The Our Own Voice Theatre Troupe was founded twenty years ago as a project of the Mental Health Association of the Mid-South to empower mental health consumers to make their own theatre. The mission was to give voice to their experience, to express their concerns about mental health treatment and to attack the stigma attached to mental illness. We recruited actors from community mental health centers and mental health drop-in centers and ran a series of workshops, teaching basic improvisation skills and Augusto Boal’s image theatre techniques as tools for articulating experience. We used these to construct a series of group images of mental illness and its treatment. We also conducted writing exercises, gathering autobiographical sketches from our participants describing their experiences in the mental health system. These texts and images were woven together into our first script (with some borrowing from Lewis Carroll), Alice in…. Understand?, which represented the story of one company member’s teenage suicide attempt and first hospitalization as the archetypal trip down the rabbit hole.
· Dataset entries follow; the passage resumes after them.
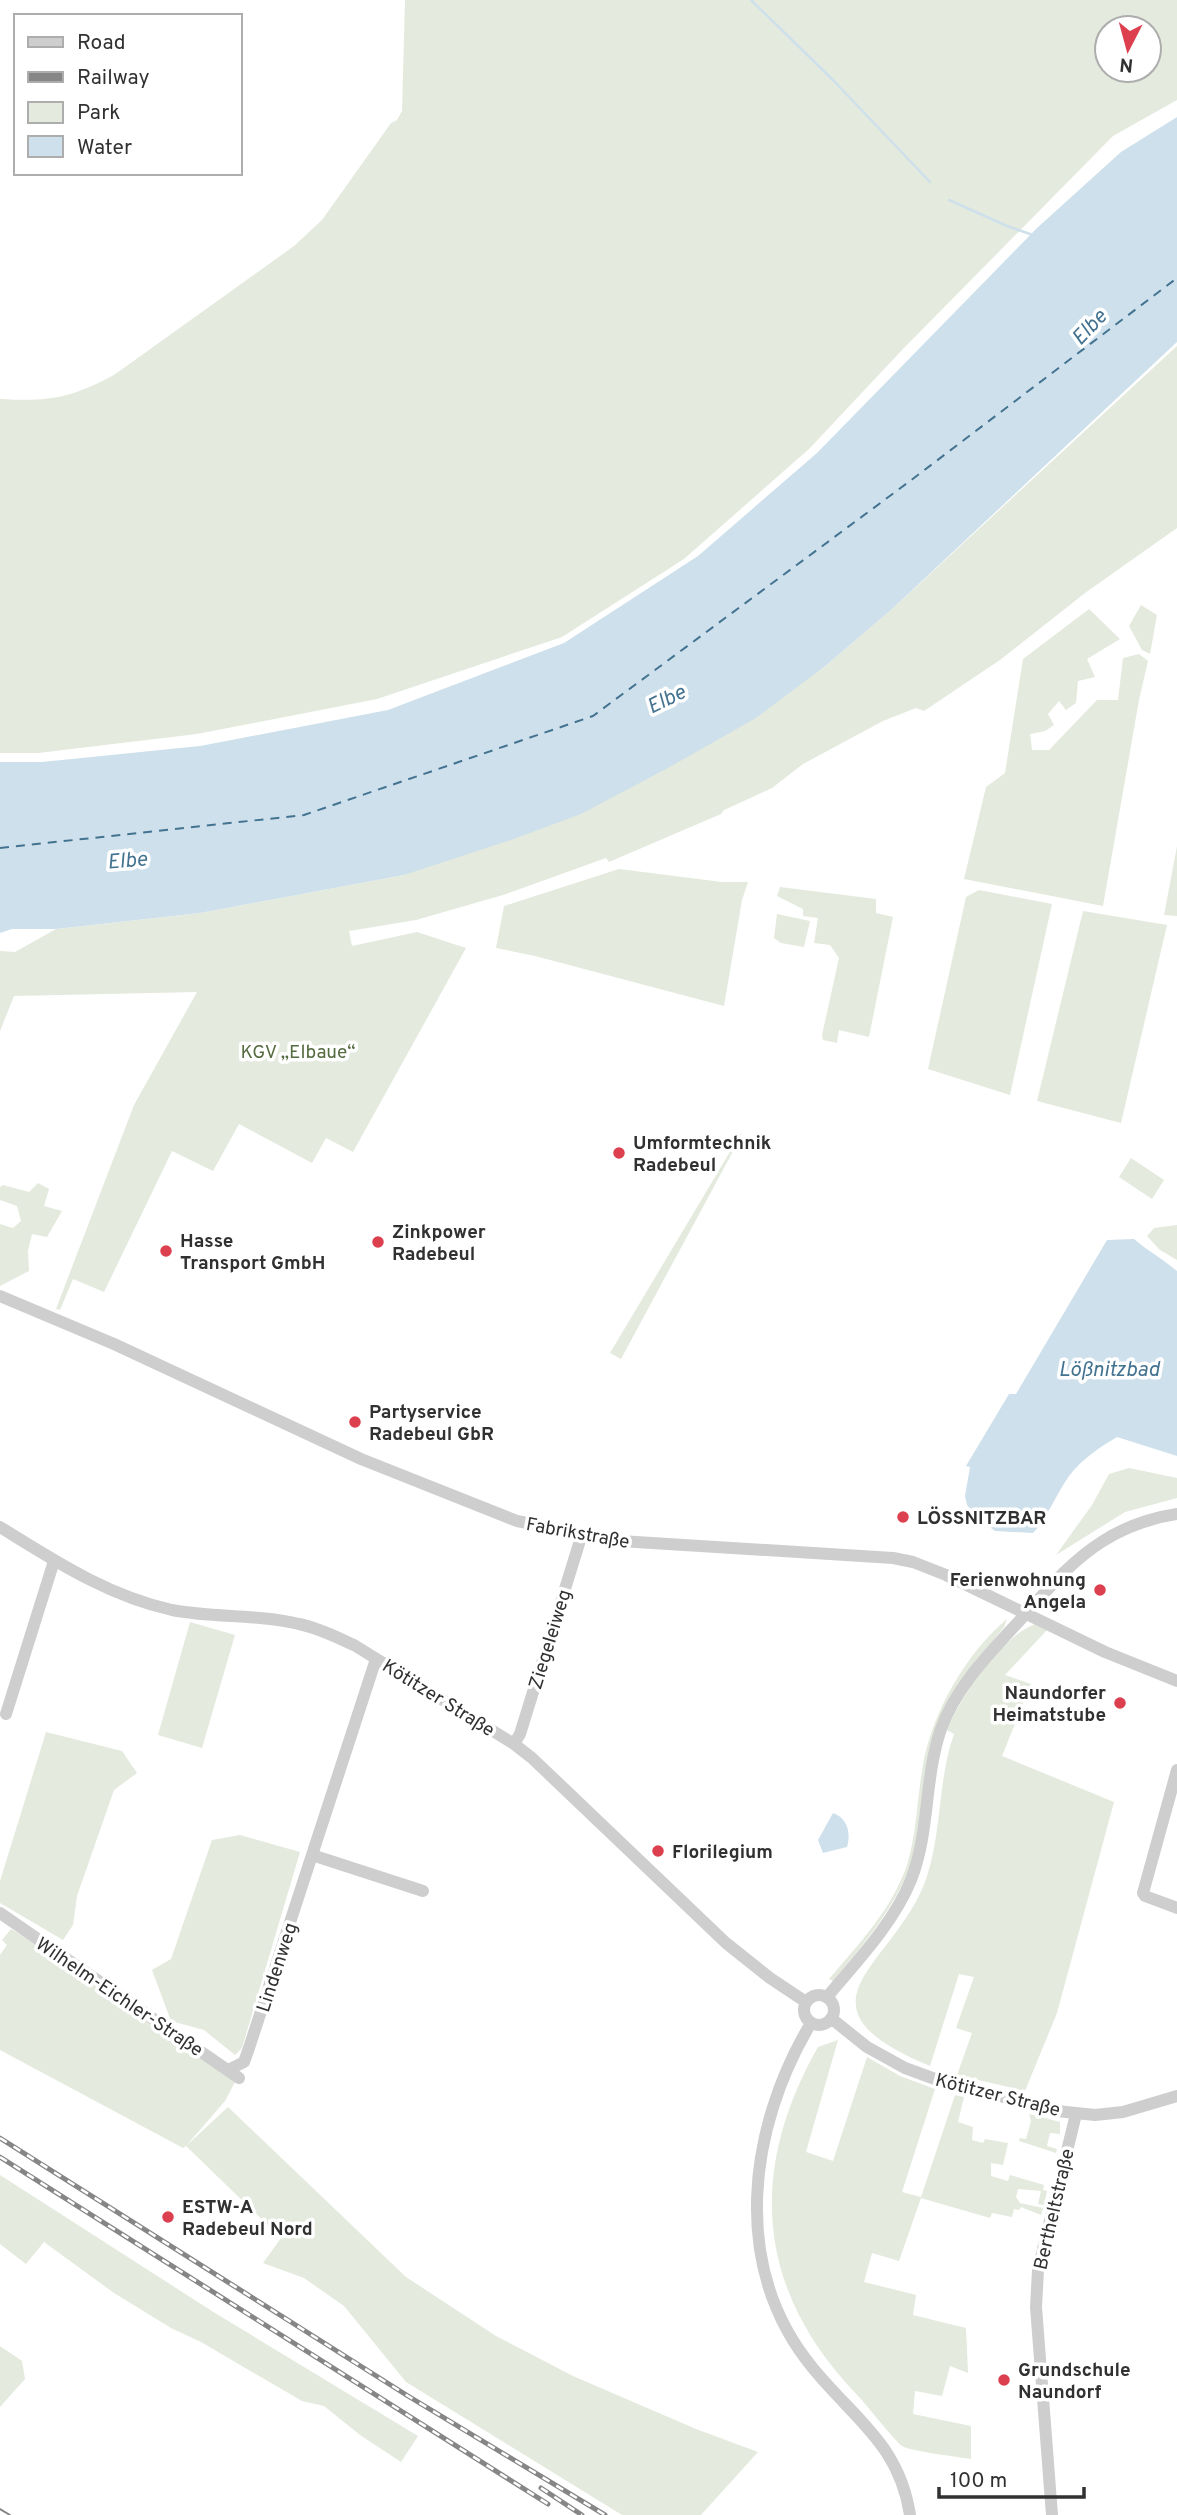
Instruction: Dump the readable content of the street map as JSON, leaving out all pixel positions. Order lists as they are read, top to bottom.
{
  "streets": {
    "street": [
      "Fabrikstraße",
      "Ziegeleiweg",
      "Kötitzer Straße",
      "Lindenweg",
      "Wilhelm-Eichler-Straße",
      "Bertheltstraße"
    ]
  },
  "crossings": [
    ["Fabrikstraße", "Ziegeleiweg"],
    ["Ziegeleiweg", "Kötitzer Straße"],
    ["Kötitzer Straße", "Lindenweg"],
    ["Kötitzer Straße", "Bertheltstraße"],
    ["Lindenweg", "Wilhelm-Eichler-Straße"]
  ],
  "water": ["Elbe", "Lößnitzbad"],
  "parks": ["KGV „Elbaue“"],
  "places": [
    "Umformtechnik Radebeul",
    "Zinkpower Radebeul",
    "Hasse Transport GmbH",
    "Partyservice Radebeul GbR",
    "LÖSSNITZBAR",
    "Ferienwohnung Angela",
    "Naundorfer Heimatstube",
    "Florilegium",
    "ESTW-A Radebeul Nord",
    "Grundschule Naundorf"
  ],
  "legend": [
    "Road",
    "Railway",
    "Park",
    "Water"
  ],
  "scale_bar": "100 m",
  "north": "bottom"
}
Initially, we targeted mental health service providers as our audience, seeking to raise awareness in the doctors, nurses and social workers who provide mental health services about the consumer’s experience of mental illness and mental health treatment. Subsequently, we found audiences in the community at large, touring to churches, schools and community groups.
So, in
1995, coincident with becoming a resident company at Theatreworks, a
small experimental theatre space in midtown Memphis, we expanded our
mission to invite everyone into our process. While we
retained many of
the original company members and our focus on mental health issues, we
recruited performers from other theatre and dance companies and
encouraged anyone who wanted to play to join with us. The
term
“inclusive” became a guiding principle, as we developed an approach to
casting our productions that allowed us to live up to our name, giving
every participant a voice. For each production, we conduct a
series of
open workshops centered around a chosen theme and immerse participants
in the method of ensemble playmaking which we have adapted from Viola
Spolin’s improvisation games and Augusto Boal’s image theatre
techniques. After exploring the theme together, we
invite everyone in
attendance (“if you enjoy what we’re doing”) to be part of the
production. We then fashion our script or scenario around the
ensemble
we have formed, building it out of the unique skills (and
“limitations”) of the performers. With this approach, the
troupe has
come to represent enormous diversity, across race, religion, age and
gender orientations. Casts have included children and the
elderly,
blacks and whites, gays and straights, people with physical
disabilities as well as those with mental disabilities, whom we
continue to actively recruit. We have shifted from a focus on
“mental
illness” to a focus on “mental health”, and from psychological issues
to issues of social justice and oppression. We like to say
“You don’t
have to be crazy to be in Our Own Voice, but it helps.“
The
theories and practices of Augusto Boal have been a primary influence on
Our Own Voice. His image theatre techniques are
almost always used in
the early developmental stage of a production to help each member find
their unique connection to the theme and to identify the images that
are meaningful to the specific ensemble and therefore central to the
production. Boal’s forum theatre has been used as a structure
for a
number of our scripts, allowing for audience participation
and input
in problem-solving during performance. In general, Boal’s
conception
of a theatre that empowers its audience to engage in dialogue with
performers to confront oppression and work toward change is a beacon
and inspiration to all our work.
The troupe has been
increasingly interested in using dance and movement ritual for
community building and healing, and the teachings of Anna Halprin have
been influential in this regard. Just as we believe that
everybody
can, and should, act, we believe that every body that can act can also
dance. The non-verbal communication of dance allows
us to engage our
themes on a different level and in a way that is in many respects more
inclusive than spoken language. In addition to a number of
modern
dance productions, we have created a disco show, a couple of rock
musicals and “a country-and-western space ballet.”
We expect
Halprin’s vision of healing and transformation through movement to be
an important aspect of our future direction.
Our Own Voice
currently presents two productions a year, one in the Spring and one in
the Fall. We tend to characterize ourselves now as
an “experimental
theatre company” rather than emphasizing our mental health
orientation. Every production is an experiment to find the
form and
content that will best express the unique ensemble to its specific
audience. Improvisation is always a part of the
developmental process
of our productions, and is very often included in
performance. We are
always interested in the opportunity for spontaneity provided by the
encounter between spectator and performer, and we nurture interaction
between them at every opportunity, always devising in our productions
some way to acknowledge, if not actively interact with, the
audience.
Our motto is: “Fourth walls are made to be broken.”
The Our
Own Voice Theatre Troupe has been documented on our website.
Under
“Past Productions” on our
home page, an archive of our twenty years can
be accessed, with photos, posters and press coverage. The
troupe
includes a few members (three, to be exact) who have been performing
with it since the beginning, a number who have been with us for many
years, and plenty of others who have joined us for one or two
productions. We are excited to be celebrating
twenty years, and look
forward to building and serving community for many more.